*** Given entries Section Begins ***
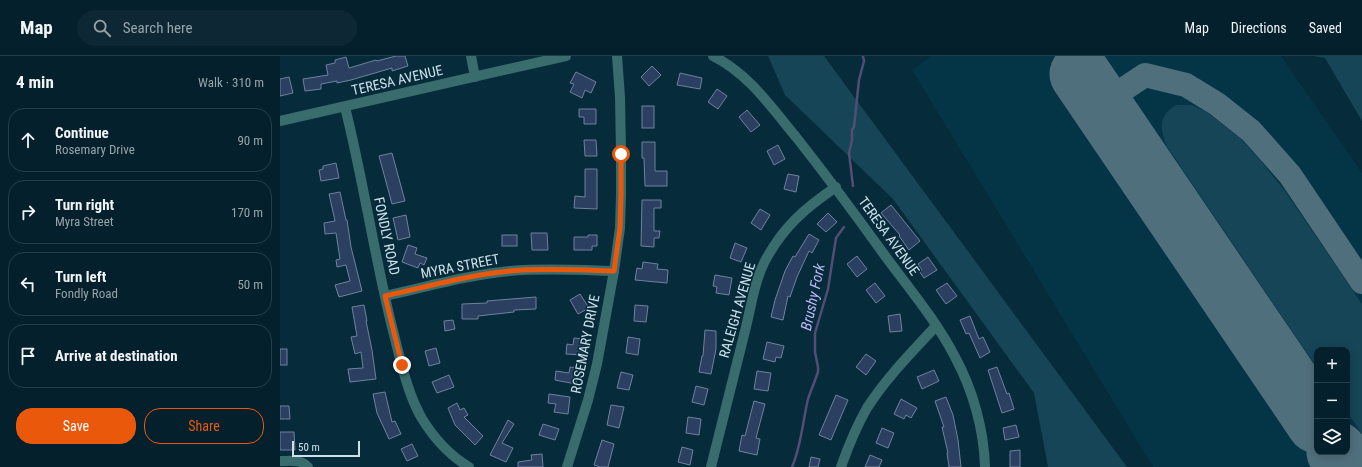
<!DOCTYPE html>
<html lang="en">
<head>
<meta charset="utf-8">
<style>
  body { margin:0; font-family:"Roboto Condensed",sans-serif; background:#0d2834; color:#f1f3f6 }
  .controls { position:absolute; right:12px; bottom:12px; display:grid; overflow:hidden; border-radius:8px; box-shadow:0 2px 10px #0003 }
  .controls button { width:36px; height:36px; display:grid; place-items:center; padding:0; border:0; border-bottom:1px solid #253e48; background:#04202c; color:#f1f3f6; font:20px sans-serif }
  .scale { position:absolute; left:12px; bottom:10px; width:68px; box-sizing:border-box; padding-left:4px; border:2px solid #cde0ea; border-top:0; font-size:11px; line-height:14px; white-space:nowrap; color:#cde0ea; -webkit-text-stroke:3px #062b3a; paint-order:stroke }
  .stop { position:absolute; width:12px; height:12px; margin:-9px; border:3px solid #ea580c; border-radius:50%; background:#fff }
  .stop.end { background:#ea580c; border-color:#fff; box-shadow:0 1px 4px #0008 }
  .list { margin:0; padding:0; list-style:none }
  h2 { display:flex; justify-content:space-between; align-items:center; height:52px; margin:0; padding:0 16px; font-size:17px }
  h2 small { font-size:13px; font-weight:400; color:#97a3a9 }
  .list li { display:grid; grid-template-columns:26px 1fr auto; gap:12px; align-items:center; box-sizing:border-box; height:64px; margin:0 8px 8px; padding:0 8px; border:1px solid #253e48; border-radius:16px }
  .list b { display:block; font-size:15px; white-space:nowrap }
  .list p { margin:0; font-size:13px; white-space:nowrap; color:#97a3a9 }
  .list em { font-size:13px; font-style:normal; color:#97a3a9 }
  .actions { display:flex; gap:8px; padding:12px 16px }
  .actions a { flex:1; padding:9px 0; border:1px solid #ea580c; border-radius:16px; text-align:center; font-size:14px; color:#ea580c }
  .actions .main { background:#ea580c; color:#fff }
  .icon { flex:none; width:22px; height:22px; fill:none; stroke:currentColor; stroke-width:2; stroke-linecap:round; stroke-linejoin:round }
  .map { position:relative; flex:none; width:1082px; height:411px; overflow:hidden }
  header { display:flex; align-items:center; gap:24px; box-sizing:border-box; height:56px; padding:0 20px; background:#04202c; border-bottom:1px solid #253e48 }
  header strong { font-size:19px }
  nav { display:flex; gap:22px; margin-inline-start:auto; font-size:14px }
  .search { width:280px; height:36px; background:#0d2834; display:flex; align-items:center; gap:10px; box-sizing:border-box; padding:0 14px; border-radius:22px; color:#97a3a9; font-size:15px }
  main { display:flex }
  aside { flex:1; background:#04202c }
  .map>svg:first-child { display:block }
  .built { fill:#033547; fill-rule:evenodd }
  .green { fill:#164557 }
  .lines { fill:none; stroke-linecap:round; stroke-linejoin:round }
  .stream { stroke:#534d74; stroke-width:2.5 }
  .taxiway { stroke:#506f7c; stroke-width:24 }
  .runway { stroke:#506f7c; stroke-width:61 }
  .building { fill:#2b4061; stroke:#6f819d }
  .minor { stroke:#396c6d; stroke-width:10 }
  .route { stroke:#ea580c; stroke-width:5 }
  .labels { text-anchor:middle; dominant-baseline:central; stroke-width:3; stroke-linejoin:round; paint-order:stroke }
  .street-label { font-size:14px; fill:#cde0ea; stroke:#062b3a }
  .water-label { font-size:15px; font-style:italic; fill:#beb5f7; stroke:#062b3a }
</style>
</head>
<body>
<header>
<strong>Map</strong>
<div class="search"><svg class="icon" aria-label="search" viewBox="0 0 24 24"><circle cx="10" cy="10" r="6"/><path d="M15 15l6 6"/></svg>Search here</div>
<nav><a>Map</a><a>Directions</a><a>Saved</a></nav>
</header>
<main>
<aside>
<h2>4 min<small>Walk · 310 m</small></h2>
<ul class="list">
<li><svg class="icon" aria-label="ahead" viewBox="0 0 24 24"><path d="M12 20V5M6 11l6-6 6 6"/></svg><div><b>Continue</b><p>Rosemary Drive</p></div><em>90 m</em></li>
<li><svg class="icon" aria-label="right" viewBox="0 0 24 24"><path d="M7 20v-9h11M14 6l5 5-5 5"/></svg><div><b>Turn right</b><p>Myra Street</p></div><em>170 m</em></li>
<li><svg class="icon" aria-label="left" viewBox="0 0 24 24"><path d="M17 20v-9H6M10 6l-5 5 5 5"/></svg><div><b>Turn left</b><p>Fondly Road</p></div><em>50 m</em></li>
<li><svg class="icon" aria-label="arrive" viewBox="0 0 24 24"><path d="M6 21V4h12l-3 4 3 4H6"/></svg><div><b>Arrive at destination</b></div></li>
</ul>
<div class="actions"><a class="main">Save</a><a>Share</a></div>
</aside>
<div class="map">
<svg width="1082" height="411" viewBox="0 0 1082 411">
  <rect width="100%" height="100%" fill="#062b3a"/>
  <path class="built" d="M651 0H1001L1082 117V411H873L632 14ZM1037 294H1067V396H1037Z"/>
  <g class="green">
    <path d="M488 0H544L847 411H768L754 337 613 143 505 39Z"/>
    <path d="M1034 0H1082V65L1045 2Z"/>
    <path d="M896 49H911L927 56 960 82 980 104 1005 135 1082 248V378L1067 356V294H1037V312L886 89C880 71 878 60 896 49Z"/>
  </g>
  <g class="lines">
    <g class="stream">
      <path d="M573 130 569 97 572 84V74L574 71 579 24 584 5 583 0"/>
      <path d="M512 411C521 391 523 364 528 343 531 334 535 325 538 316V311L535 296V277L548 233 556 182 564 171"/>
    </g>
    <path class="taxiway" d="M820 49 865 19 906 29 937 48 971 75 1010 119 1082 226"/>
    <g class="runway">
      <path d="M800 18 1037 367"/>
      <path d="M1057 396 1067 411"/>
    </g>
  </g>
  <g class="building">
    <path d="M116 0H125L128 10 112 15V12L71 24 57 27V25L41 28V33L25 35 23 23 48 19 46 9 55 7V4L66 1 69 12 96 4 97 5Z"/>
    <path d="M372 10 381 19 369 30 361 21Z"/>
    <path d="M296 16 316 26 311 37 305 34 302 42 290 36 294 28 290 27Z"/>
    <path d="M400 17 422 22 420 33 397 29Z"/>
    <path d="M9 21 13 37 0 40V23Z"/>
    <path d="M437 33 447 40 438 53 428 46Z"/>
    <rect x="362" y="50" width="12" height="22"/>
    <path d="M299 53H316V68H304V61H299Z"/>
    <path d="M467 54 480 69 471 76 459 61Z"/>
    <path d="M304 84H316L317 100H305Z"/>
    <path d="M362 86H375V115H387V130H365L364 102H362Z"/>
    <path d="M498 89 505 103 494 109 487 95Z"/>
    <path d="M112 97 125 145 112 148 99 100Z"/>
    <path d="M56 107 59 122 41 125 39 114 43 113V110Z"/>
    <path d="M305 113H317V153L294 152 295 140 305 141Z"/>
    <path d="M508 118 519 120 516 136 504 133Z"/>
    <path d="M60 136 66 164H67L71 191 82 235 59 241 55 229 70 225 66 209 57 211 56 204 60 203 56 177 45 178 44 167 55 165 49 138Z"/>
    <path d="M362 144H381V152H374V175H380L379 182H374V191L361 190Z"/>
    <path d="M611 149 640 185 629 194 619 180 620 179 601 157Z"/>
    <path d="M480 153 490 159 481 174 471 167Z"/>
    <path d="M548 157 557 166 546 176 537 168Z"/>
    <path d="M126 159 130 181 118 184 113 162Z"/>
    <path d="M251 177H267L268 194H252Z"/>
    <path d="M529 178 539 184 532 197 529 195 517 221 510 241 508 240 503 264 491 261 495 244 505 215 513 200 515 201Z"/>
    <rect x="222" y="179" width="15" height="11"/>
    <path d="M308 179H317V190H312V194H294V181H308Z"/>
    <path d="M455 187 467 192 461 206 450 202Z"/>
    <path d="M128 189 137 192 135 198 147 202 144 209 140 207 138 212 122 206Z"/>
    <path d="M577 200 587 213 577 221 567 208Z"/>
    <path d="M648 201 657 214 644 222 639 215 642 214 638 208Z"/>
    <path d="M363 206 378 208 377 213 388 214 387 227 355 224 357 212 362 213Z"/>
    <path d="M435 219 452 222 449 239 436 237 437 231 433 230Z"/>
    <path d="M595 227 605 240 596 247 586 234Z"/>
    <path d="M667 227 677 240 666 248 656 234Z"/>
    <path d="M300 238 309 252 298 258 290 244Z"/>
    <path d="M256 241V253L234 254V256L198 260V263H182V248L207 247V245Z"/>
    <path d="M84 249 87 265H86L92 294 96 323 70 326 68 313 83 312 81 296 75 298 71 281 77 280 72 251Z"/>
    <path d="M355 249 368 250 366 266 354 265Z"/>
    <path d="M620 258 622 275 610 276 608 260Z"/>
    <path d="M690 260 699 283 703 281 710 296 700 302 689 277 686 278 680 264Z"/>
    <path d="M173 264 175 273 165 275 164 265Z"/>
    <path d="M425 274 436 275V293L431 318 419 316 422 300H423Z"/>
    <path d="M348 281 360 283 358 299 346 297Z"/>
    <path d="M294 282 304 283 303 299 286 298 287 288 293 289Z"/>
    <path d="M487 286 504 290 501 302 496 301 495 306 483 303Z"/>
    <path d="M156 292 160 307 149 310 145 295Z"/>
    <rect x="0" y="293" width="7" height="16"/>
    <path d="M586 298 596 305 586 319 576 311Z"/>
    <path d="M290 311 298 312 296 328 275 324 276 315 289 317Z"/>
    <path d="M717 311 727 338 729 337 734 353 722 357 708 314Z"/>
    <path d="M654 314 659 325 642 333 637 321Z"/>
    <path d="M477 315 491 317 488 335 474 333Z"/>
    <path d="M341 316 353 319 349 334 337 332Z"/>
    <path d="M169 319 174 331 157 337 152 326Z"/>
    <path d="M416 330 428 333 424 349 412 346Z"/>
    <path d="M105 336 112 366 115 365 121 378 109 383 97 357 93 338Z"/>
    <path d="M269 338 290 341 288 358 274 356 276 348 268 347Z"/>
    <path d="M556 339 568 344 551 384 539 379Z"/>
    <path d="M666 341 673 359 678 384 681 411H669L667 397H668L662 371H664L655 345Z"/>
    <path d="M621 343 637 352 631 362 626 359 624 363 614 358Z"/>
    <path d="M474 345 485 348 476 382 480 383 477 399 459 395 462 379 465 380Z"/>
    <path d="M177 347 180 354 184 352 188 359 184 361 203 380 195 389 175 369 168 352Z"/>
    <path d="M331 349 344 351 339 372 327 369Z"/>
    <path d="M0 350H9L10 363H0Z"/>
    <path d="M408 361 421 363 419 379 406 377Z"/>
    <path d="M228 364 234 368 222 387 233 392 226 406 210 399Z"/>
    <path d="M263 368 279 373 275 384 259 379Z"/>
    <path d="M736 369 739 381 725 384 723 372Z"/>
    <path d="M602 372 614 377 608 392 596 387Z"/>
    <path d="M0 376H14L15 394H0Z"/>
    <path d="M322 384 334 388 328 411H320L314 409Z"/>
    <path d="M132 388 138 400 127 405 121 393Z"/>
    <path d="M402 391 413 394 410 409 398 406Z"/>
    <path d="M740 394V411H730V395Z"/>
    <path d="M262 398 263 411H238V406L252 404 251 399Z"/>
    <path d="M590 399 602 404 599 411H585Z"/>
    <path d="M531 401 540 403 538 411H529Z"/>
  </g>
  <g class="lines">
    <g class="minor">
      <path d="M191 0 195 21"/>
      <path d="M433 0C469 18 491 51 516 81 546 119 575 158 603 197 628 231 656 264 675 301 693 334 704 374 705 411"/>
      <path d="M65 51C83 123 94 198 112 271 120 301 126 334 141 361 153 381 169 399 189 411"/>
      <path d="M0 65 286 0"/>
      <path d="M105 240C146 231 188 219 230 215 264 212 300 214 334 215"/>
      <path d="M0 405C9 405 22 403 28 411"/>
      <path d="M287 411 308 344 317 308 334 215 340 172 341 139V97L340 41 337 0"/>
      <path d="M431 411C442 366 454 320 465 275 471 252 474 226 485 205 503 171 525 152 556 131"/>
      <path d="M561 411C568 391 576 371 587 352 606 322 632 296 656 270"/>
    </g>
  </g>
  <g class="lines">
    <path class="route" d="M122 309 105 240C146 231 188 219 230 215 264 212 300 214 334 215L340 172 341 139V98"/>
  </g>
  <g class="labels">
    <g class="street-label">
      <text transform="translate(117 24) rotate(-13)">TERESA AVENUE</text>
      <text transform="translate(107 180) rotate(78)">FONDLY ROAD</text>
      <text transform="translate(609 180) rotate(54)">TERESA AVENUE</text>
      <text transform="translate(180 210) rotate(-11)">MYRA STREET</text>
      <text transform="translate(457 254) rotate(-74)">RALEIGH AVENUE</text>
      <text transform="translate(305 288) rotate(-79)">ROSEMARY DRIVE</text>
    </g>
    <g class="water-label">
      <text transform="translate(533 241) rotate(-78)">Brushy Fork</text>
    </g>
  </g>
</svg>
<div class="controls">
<button>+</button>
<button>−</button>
<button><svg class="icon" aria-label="layers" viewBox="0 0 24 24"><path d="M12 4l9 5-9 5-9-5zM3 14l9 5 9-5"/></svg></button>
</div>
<div class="scale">50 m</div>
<div class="stop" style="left:341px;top:98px"></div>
<div class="stop end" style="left:122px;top:309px"></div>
</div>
</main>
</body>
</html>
*** Given entries Section Ends ***
Your task is to return the lines above, from the first one up to and including the line containing "position:absolute; right:12px; bottom:12px;", minus any pictures.

<!DOCTYPE html>
<html lang="en">
<head>
<meta charset="utf-8">
<style>
  body { margin:0; font-family:"Roboto Condensed",sans-serif; background:#0d2834; color:#f1f3f6 }
  .controls { position:absolute; right:12px; bottom:12px; display:grid; overflow:hidden; border-radius:8px; box-shadow:0 2px 10px #0003 }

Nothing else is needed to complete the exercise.